LG recently announced its intention to break into the home workout space with a new app called Fitness Candy that runs on LG TVs. Backed by K-pop stars and with companion gadgets like an AI camera and exercise bike (just like Peloton with its Peloton Guide camera hardware), the South Korean company plans to disrupt home gyms. Which I think would have been great… two years ago.
Launched earlier this year, the Peloton Guide was an excellent fitness kit. With a Peloton subscription, the AI camera tracked your attempts to copy the moves you saw on screen, and if you did the replays correctly, it would fill up a small progress bar. The workouts challenged you to complete the ad with the trainer on time and gave you a completion score at the end, like a video game.
It’s hideously addictive and I’m pretty sure it would have sold like proverbial hot cakes had it been launched at the height of the pandemic.

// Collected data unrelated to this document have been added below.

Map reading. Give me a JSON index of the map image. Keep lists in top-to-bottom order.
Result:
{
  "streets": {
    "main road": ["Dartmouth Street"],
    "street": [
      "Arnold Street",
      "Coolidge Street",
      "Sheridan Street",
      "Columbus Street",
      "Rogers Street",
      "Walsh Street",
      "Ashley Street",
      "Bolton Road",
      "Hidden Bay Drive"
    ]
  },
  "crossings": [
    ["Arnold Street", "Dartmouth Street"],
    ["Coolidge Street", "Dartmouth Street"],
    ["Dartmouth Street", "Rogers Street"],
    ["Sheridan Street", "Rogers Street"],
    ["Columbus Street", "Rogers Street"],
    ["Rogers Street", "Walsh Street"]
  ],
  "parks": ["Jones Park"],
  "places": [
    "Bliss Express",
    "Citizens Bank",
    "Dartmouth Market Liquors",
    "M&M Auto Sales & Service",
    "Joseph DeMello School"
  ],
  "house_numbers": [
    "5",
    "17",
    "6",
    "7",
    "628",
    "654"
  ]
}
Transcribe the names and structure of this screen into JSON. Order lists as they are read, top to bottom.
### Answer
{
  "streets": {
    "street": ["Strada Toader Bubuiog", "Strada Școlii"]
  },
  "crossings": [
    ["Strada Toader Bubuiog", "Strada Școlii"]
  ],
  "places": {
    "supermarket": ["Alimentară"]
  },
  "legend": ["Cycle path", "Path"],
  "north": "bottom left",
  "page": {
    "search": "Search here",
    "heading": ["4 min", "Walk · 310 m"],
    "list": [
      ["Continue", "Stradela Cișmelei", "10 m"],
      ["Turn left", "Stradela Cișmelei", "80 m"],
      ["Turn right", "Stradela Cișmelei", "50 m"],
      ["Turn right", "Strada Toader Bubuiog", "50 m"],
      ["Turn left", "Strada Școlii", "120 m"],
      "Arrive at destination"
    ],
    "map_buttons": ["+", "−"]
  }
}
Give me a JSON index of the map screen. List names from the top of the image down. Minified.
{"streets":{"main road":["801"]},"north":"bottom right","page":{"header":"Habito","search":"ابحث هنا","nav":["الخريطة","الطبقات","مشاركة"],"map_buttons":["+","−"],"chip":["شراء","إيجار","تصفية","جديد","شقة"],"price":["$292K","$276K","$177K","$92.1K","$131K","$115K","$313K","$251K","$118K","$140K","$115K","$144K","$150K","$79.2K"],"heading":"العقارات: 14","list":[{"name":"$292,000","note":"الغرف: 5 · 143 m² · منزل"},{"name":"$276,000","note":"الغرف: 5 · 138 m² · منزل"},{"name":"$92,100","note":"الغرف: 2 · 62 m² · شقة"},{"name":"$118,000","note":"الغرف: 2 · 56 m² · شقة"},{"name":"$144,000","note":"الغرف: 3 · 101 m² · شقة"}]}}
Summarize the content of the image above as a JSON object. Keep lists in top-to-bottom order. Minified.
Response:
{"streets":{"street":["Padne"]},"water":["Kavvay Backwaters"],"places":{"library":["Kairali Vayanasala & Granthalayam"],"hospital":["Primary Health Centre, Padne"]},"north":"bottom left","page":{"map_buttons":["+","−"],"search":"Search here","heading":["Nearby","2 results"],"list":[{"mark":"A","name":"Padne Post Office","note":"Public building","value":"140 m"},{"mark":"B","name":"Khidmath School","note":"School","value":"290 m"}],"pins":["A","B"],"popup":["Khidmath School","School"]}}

Instead, it was launched as the global pandemic declined from being an earth-shattering event to something we now live with on a day-to-day basis. Some people have already invested in home exercise equipment like connected Peloton bikes, rowing machines, or their own weights, and don’t want to spend more than $300 or £280 on a smart camera they can tape to their TV. Others have grown tired of working out in front of a screen and have returned to the gym, where you can access a wide range of equipment, often for less than the price of an expensive Peloton subscription.
It feels like Peloton, and now LG, saw the home fitness boom during the pandemic and reacted rather than strategized, pouring money into developing these products and betting on big home workouts in front of your TV to stay. And I believe connected HIIT will carve out a niche of its own as a fitness product, but YouTube-style workouts will never find the captive audience they once had. The narrow window to make these products a huge success has really been missed.
The exception might be Apple Fitness Plus, which at least has the benefit of a built-in user base. Apple also offers a richer experience with Fitness Plus by centering it around the Apple Watch and not a TV screen: doing HIIT in your living room is a way to work out, and it’s great having your watch’s stats on screen to see, but you can also try guided audio workouts or copy the movements shown on your watch to fill your rings. You can even (gasp!) train outside.
However, when it comes to success, Apple is very reticent about numbers for its paying fitness subscribers. It shared its impressive total of 750 million paid subscribers in January, but that number covers all of its services like Apple TV, Apple Fitness, Wallet, Arcade, and more, and keeps a low profile on how that number is distributed in detail.
Maybe I’m biased, or maybe I’m underestimating the number of LG TV owners who want this new subscription service. But, for me at least, I don’t think connected HIIT training will ever replace a set of the best workout headphones and the lure of the open road.